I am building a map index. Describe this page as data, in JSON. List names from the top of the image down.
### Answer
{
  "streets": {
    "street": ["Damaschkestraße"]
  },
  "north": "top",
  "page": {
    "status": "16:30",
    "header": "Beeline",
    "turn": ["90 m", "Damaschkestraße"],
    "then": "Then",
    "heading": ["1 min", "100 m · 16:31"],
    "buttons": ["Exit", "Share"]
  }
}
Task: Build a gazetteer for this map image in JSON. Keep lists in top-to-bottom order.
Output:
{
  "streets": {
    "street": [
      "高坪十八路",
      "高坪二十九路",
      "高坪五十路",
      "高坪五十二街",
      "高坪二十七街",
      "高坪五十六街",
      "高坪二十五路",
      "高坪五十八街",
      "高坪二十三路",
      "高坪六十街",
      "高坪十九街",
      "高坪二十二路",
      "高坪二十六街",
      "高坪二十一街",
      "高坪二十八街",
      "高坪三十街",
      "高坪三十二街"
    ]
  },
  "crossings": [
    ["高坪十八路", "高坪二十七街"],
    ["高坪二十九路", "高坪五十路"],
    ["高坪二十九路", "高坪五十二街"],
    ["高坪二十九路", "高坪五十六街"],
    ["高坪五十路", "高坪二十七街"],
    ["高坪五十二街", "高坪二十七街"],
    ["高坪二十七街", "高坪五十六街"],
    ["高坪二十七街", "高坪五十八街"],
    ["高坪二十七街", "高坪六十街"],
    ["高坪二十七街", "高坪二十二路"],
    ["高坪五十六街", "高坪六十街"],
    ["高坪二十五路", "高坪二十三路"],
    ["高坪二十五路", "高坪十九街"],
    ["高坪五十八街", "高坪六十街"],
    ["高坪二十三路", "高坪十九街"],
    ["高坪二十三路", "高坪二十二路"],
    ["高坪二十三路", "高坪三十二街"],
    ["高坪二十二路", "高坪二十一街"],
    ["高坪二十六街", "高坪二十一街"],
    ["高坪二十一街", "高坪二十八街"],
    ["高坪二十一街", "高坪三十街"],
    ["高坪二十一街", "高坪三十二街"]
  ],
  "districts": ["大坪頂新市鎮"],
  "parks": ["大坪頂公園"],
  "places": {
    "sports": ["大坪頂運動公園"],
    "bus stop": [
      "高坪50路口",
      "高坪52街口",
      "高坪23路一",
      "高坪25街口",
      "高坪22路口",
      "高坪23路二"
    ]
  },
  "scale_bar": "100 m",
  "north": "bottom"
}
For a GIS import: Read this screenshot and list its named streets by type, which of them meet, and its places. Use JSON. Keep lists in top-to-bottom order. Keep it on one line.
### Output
---------------
> [WHAT YOU WILL DO]
What lines in the listing include the string "lists"? Copy them out.

> [OUTPUT FOR THIS EXERCISE]
Task: Build a gazetteer for this map image in JSON. Keep lists in top-to-bottom order.
For a GIS import: Read this screenshot and list its named streets by type, which of them meet, and its places. Use JSON. Keep lists in top-to-bottom order. Keep it on one line.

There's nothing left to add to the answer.